New Dance Series Conceived and Curated by Richard Colton
Produced by Churchtown Dairy
A BODY in CHURCHTOWN DAIRY
Eiko Otako performs at Churchtown Dairy her iconic solo project A Body in Places, the omnibus title of Eiko’s place and occasion specific project that she started in 2014 after working as Eiko & Koma for 41 years. Its scale, contents, and modes of presentation vary radically depending on a community, a hosting institution, a place, each place’s constituency, a season, and an occasion. Central to the project is a drive to explore non-traditional venues and to respond to the innate characteristics of each place. Performing as a soloist, Eiko willfully partners with the particularities of places and viewers and how in turn each place affects her choreography and performance. Her objective is being radically available to be seen and to be heard as a performer and as an artist by diverse audience members.
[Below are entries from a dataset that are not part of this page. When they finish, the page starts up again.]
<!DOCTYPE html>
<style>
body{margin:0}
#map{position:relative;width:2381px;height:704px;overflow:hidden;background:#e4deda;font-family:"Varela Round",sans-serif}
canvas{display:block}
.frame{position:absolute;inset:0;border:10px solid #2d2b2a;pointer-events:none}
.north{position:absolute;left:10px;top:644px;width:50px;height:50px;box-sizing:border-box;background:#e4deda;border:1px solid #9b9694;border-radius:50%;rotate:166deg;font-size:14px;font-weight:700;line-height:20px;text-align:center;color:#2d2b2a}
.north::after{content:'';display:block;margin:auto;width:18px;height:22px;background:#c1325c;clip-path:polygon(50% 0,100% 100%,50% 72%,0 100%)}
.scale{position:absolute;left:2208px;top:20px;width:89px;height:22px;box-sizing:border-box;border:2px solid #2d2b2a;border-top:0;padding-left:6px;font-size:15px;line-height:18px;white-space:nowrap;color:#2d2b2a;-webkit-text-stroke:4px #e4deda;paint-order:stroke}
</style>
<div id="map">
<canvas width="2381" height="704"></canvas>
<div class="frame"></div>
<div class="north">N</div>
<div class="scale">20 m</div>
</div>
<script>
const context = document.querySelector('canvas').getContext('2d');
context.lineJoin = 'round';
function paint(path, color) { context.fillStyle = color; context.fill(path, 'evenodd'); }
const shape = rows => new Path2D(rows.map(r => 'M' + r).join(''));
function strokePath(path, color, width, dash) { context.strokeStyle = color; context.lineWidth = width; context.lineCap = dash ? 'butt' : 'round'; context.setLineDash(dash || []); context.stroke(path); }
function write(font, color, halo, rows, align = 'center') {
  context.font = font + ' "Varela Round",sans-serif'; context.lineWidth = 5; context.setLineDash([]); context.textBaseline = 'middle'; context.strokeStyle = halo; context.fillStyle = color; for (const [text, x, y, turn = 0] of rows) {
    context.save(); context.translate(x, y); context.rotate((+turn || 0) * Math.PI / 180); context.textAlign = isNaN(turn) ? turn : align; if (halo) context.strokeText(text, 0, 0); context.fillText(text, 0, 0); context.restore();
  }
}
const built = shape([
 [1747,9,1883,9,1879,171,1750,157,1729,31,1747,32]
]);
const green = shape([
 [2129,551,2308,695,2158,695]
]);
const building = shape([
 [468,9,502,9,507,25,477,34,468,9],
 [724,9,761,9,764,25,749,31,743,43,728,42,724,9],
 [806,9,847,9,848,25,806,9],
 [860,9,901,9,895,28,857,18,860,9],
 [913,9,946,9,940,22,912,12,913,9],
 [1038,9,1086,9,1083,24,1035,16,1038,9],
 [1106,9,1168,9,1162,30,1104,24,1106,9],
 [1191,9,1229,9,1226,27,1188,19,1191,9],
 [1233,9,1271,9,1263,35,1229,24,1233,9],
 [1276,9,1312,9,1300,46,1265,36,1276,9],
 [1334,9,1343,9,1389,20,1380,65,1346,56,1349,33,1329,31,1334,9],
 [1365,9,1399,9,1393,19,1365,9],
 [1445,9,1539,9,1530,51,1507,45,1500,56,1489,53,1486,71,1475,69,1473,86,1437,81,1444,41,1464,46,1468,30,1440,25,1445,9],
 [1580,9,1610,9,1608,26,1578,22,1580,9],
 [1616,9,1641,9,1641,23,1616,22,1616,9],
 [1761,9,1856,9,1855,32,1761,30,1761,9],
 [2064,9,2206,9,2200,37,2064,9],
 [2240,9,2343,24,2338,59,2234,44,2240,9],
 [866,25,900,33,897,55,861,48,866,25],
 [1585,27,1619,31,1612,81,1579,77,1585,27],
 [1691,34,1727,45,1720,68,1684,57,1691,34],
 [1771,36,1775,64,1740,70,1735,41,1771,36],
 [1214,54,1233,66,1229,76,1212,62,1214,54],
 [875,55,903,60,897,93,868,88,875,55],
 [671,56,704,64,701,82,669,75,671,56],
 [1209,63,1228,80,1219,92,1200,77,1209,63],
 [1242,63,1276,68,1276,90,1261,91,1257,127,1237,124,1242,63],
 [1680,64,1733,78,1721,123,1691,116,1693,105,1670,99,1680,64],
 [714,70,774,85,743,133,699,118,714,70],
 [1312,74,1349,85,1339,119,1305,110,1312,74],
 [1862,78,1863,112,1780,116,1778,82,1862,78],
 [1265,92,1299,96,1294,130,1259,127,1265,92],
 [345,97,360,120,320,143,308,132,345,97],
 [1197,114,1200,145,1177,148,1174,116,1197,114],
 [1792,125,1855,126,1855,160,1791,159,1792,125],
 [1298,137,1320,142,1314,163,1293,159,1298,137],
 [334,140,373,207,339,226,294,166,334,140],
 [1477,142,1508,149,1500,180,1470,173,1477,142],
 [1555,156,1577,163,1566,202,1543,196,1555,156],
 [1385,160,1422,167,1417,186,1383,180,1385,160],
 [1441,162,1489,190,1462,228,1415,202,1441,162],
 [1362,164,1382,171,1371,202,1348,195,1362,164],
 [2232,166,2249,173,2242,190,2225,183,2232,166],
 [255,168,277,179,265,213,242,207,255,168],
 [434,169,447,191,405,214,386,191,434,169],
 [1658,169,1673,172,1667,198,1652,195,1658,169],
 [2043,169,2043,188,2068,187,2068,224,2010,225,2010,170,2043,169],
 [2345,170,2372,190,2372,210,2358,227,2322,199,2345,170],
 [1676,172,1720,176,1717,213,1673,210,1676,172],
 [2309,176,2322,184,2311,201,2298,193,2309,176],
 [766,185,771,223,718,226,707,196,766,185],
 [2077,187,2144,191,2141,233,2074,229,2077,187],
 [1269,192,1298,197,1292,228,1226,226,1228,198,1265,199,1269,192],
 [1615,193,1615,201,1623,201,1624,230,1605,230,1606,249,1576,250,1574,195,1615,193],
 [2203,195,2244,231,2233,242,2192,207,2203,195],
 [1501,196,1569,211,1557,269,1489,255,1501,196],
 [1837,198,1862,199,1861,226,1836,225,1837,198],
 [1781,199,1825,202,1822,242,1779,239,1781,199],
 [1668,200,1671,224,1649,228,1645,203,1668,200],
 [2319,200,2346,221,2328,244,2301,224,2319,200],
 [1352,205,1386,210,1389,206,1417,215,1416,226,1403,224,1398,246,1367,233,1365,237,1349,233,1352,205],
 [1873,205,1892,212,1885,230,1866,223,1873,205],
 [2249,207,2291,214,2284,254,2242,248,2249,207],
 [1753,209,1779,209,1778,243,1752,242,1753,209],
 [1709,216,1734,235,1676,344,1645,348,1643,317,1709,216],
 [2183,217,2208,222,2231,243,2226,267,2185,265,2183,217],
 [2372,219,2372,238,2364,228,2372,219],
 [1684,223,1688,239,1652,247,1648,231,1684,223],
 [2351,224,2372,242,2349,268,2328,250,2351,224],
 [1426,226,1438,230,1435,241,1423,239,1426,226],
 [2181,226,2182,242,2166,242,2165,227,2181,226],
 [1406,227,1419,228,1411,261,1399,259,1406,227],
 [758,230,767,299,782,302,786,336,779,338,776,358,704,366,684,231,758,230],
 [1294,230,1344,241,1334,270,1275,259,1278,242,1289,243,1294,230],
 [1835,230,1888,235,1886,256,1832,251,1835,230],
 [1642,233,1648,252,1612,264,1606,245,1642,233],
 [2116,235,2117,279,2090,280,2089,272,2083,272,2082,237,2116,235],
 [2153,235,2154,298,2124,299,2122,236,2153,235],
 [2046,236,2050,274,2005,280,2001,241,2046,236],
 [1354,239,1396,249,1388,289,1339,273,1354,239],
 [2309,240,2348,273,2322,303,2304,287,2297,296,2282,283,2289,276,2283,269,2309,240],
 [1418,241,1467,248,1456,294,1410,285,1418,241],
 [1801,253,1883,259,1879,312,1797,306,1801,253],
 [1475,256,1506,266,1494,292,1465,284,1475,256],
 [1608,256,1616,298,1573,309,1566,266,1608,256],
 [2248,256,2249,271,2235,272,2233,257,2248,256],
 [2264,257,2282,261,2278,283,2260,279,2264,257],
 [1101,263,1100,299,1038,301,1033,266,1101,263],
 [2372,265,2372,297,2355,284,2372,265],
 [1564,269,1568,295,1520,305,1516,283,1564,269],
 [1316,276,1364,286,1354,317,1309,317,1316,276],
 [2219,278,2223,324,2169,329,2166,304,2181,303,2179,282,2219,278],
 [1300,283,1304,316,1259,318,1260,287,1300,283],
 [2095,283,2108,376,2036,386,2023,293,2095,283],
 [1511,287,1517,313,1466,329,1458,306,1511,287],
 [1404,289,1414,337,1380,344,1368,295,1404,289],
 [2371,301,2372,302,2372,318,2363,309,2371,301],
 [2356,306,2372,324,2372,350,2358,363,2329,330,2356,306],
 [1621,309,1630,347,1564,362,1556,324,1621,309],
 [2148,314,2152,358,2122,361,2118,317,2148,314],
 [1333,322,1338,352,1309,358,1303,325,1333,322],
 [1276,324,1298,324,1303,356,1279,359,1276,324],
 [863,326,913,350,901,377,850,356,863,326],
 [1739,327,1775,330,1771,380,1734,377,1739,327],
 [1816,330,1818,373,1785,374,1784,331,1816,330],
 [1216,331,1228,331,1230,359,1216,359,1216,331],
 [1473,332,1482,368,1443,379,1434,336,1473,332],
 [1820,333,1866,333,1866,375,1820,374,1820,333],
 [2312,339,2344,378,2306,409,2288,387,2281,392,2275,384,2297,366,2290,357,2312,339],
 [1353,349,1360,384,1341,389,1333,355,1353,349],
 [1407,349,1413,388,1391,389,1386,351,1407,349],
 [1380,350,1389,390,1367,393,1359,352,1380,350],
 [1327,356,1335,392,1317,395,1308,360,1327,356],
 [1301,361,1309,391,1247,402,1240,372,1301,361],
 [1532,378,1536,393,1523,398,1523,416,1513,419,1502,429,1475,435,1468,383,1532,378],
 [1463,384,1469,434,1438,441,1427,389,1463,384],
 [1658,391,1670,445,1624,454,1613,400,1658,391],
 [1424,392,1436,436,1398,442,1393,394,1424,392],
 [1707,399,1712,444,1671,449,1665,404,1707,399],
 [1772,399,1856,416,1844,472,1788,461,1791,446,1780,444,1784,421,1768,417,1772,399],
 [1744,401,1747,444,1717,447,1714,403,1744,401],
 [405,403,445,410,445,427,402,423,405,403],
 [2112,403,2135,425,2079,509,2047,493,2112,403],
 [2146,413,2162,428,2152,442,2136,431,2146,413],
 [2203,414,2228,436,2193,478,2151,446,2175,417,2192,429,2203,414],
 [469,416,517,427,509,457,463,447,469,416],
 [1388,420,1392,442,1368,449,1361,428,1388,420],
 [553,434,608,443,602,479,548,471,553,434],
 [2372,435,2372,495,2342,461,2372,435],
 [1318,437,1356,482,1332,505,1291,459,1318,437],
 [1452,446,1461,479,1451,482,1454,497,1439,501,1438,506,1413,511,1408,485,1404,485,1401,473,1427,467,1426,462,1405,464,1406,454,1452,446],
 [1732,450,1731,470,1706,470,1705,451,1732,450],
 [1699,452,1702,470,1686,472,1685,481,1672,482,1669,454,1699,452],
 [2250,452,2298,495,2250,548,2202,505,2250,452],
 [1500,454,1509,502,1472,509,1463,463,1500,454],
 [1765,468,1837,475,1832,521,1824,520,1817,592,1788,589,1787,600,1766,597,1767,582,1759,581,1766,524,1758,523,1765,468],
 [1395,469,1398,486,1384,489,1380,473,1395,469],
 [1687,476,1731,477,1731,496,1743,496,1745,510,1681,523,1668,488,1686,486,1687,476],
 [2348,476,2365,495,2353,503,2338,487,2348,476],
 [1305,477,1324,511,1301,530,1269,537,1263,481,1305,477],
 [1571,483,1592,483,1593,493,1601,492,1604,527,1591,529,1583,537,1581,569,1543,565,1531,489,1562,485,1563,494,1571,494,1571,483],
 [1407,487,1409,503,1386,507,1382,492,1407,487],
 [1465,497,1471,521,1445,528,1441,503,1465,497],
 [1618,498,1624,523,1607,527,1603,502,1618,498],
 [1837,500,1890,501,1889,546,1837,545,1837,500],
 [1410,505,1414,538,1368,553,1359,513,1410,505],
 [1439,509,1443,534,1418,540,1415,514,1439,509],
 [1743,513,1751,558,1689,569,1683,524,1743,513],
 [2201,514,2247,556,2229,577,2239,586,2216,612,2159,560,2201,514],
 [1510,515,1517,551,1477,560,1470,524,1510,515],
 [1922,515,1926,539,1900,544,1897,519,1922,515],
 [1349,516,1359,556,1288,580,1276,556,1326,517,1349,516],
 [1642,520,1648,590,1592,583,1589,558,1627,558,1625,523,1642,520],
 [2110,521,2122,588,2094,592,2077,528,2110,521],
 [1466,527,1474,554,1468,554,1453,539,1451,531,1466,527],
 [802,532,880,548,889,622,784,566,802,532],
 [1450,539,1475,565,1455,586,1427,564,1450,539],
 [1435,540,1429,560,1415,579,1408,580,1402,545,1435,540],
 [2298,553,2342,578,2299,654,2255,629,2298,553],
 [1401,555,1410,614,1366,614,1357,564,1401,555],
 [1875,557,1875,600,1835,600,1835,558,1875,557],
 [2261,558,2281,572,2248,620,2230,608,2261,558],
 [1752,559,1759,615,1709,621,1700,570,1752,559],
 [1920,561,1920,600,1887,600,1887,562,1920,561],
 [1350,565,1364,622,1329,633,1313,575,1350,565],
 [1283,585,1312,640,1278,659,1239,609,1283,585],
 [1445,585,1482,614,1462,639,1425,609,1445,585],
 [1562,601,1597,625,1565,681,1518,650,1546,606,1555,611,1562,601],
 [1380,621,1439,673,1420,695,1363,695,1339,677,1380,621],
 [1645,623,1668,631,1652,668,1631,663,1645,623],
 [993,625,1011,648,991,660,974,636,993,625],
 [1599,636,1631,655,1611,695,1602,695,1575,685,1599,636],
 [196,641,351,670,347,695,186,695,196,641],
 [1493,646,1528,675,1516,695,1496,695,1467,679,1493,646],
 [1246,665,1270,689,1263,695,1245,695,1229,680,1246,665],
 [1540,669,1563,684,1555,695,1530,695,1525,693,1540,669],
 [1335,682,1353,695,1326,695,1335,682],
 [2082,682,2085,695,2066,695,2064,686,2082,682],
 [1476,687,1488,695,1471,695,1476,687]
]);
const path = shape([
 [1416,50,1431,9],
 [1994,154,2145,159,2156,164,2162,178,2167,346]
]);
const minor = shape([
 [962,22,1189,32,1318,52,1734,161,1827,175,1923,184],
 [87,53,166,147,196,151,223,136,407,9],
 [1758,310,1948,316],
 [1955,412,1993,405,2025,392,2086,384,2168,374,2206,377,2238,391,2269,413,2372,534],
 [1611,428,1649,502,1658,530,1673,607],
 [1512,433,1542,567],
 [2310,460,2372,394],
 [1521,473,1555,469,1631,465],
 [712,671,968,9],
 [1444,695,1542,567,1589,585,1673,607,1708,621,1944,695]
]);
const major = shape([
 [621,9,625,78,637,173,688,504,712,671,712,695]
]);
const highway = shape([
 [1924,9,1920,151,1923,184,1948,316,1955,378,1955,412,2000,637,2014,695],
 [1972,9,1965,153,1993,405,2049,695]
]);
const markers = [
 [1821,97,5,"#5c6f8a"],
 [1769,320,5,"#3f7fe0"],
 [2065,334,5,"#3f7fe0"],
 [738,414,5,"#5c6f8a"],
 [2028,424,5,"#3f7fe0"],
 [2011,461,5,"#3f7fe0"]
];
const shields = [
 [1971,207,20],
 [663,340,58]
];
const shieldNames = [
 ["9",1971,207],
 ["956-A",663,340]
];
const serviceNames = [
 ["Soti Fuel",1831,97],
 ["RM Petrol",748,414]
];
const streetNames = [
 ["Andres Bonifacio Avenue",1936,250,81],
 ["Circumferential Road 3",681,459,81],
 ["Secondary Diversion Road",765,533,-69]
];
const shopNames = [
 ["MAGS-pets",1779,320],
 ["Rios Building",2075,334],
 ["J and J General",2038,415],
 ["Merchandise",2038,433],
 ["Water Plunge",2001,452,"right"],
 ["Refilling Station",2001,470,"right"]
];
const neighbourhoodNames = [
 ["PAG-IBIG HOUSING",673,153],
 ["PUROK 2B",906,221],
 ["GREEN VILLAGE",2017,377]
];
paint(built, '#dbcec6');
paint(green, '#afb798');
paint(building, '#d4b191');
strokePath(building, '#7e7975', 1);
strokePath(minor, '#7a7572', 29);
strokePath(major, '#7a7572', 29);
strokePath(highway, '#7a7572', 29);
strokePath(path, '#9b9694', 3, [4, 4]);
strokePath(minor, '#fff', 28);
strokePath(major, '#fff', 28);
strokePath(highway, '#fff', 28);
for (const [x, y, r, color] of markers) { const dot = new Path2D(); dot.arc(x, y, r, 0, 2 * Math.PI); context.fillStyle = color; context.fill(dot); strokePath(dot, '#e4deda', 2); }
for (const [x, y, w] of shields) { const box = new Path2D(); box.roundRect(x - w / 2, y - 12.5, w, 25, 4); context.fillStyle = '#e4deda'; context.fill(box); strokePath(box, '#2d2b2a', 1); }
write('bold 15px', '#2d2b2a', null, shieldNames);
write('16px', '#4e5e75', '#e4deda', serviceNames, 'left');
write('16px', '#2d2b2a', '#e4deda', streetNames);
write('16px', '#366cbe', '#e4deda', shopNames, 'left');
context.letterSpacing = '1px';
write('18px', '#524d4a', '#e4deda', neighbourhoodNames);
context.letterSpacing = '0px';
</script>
This performance will be the culmination of Eiko’s four-day artist residency at Churchtown dairy.
Created for Churchtown Dairy and Performed by Eiko Otake
Sound Created and Performed by Jeffrey Lependorf
* Suggested Donation at Door ($25 General Admission, $15 Senior and Under Eighteen)
Eiko Otake - Born and raised in Japan and a resident of New York since 1976, Eiko Otake is a movement-based, interdisciplinary artist. She worked for more than 40 years as Eiko & Koma performing their own choreography which earned them Guggenheim, MacArthur, and United States Artists Fellowships, as well as the Samuel H. Scripps American Dance Festival and the Dance Magazine Awards. Since 2014, Eiko has been directing her own projects. She has performed a series of site-specific solo work, A Body in Places at over 76 sites. In 2016, Eiko was the subject of the 10th annual Danspace Platform, a month-long curated program that brought her a Special Bessies Citation, an Art Matters Grant, and the Anonymous Was a Woman Award. A Body in Fukushima records Eiko‘s solo performances in post-nuclear disaster Fukushima, Japan. The project has produced a book publication, a feature-length film as well as numerous photo exhibitions, lectures, and performances. In 2017, Eiko launched her multi-year Duet Project, a mutable and evolving series of experiments in collaborations. She has worked with artists David Harrington, Ishmael Houston-Jones, Wen Hui, Joan Jonas, Don Christian Jones, Iris McCloughan, Beverly McIver, Mérian Soto, Wen Hui, and her late grandfather, Chikuha Otake. Her 10-year project, I Invited Myself, is a series of exhibitions and screenings of her media works. Her short and feature-length films have been screened in many film festivals internationally. Eiko will be presented by Brooklyn Academy of Music October 21-25 this fall as part of their acclaimed Next Wave 2025 performance series. A Body in Places
Jeffrey Lependorf is a composer, musician, and visual artist, as well as a certified master of the shakuhachi, a traditional Japanese bamboo flute. His music has been performed around the globe—literally, in fact: a recording of his Night Pond for solo shakuhachi was launched into space when the shuttle Atlantis took off on May 15, 1997 and remained for a year aboard the Russian space station Mir. His “Masterpieces of Western Music” audio-course is available through Barnes & Noble’s “Portable Professor” series, as well as for download through audible.com. Music recordings can be found on Ayler, Albany, Sachimay, and other labels. A nationally recognized arts leader, he currently serves as Executive Director of the John Cage Trust, following serving as Executive Director of The Flow Chart Foundation (devoted to the legacy of John Ashbery), and also directs the Art Omi: Music international musicians residency program, a collaborative music-making residency he created.